[Start of section]

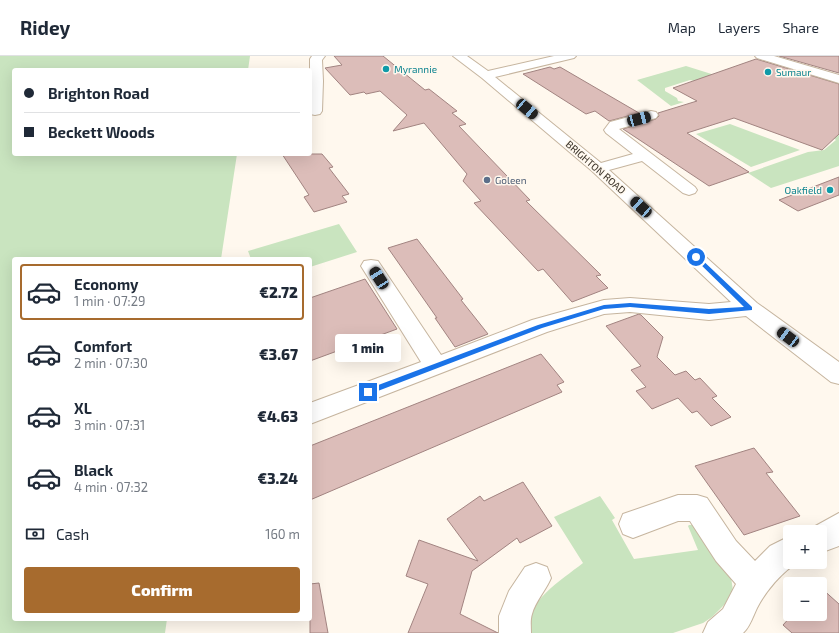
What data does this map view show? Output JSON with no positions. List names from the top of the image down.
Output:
{
  "streets": {
    "street": ["BRIGHTON ROAD"]
  },
  "places": [
    "Myrannie",
    "Sumaur",
    "Goleen",
    "Oakfield"
  ],
  "page": {
    "header": "Ridey",
    "nav": ["Map", "Layers", "Share"],
    "banner": ["Brighton Road", "Beckett Woods"],
    "list": [
      {
        "name": "Economy",
        "note": "1 min · 07:29",
        "value": "€2.72"
      },
      {
        "name": "Comfort",
        "note": "2 min · 07:30",
        "value": "€3.67"
      },
      {
        "name": "XL",
        "note": "3 min · 07:31",
        "value": "€4.63"
      },
      {
        "name": "Black",
        "note": "4 min · 07:32",
        "value": "€3.24"
      }
    ],
    "bubble": "1 min",
    "pay": ["Cash", "160 m"],
    "map_buttons": ["+", "−"],
    "buttons": "Confirm"
  }
}
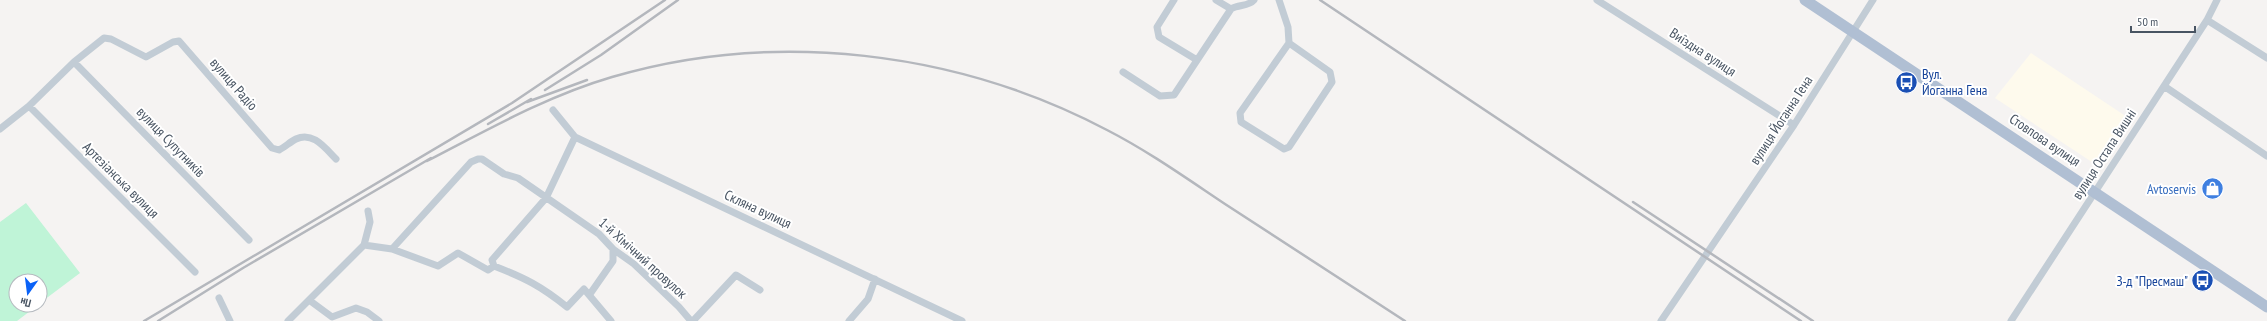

[End of section]

Only the number is wanted: how many lines in the material above contain the string "Output"?

Answer for the task:
2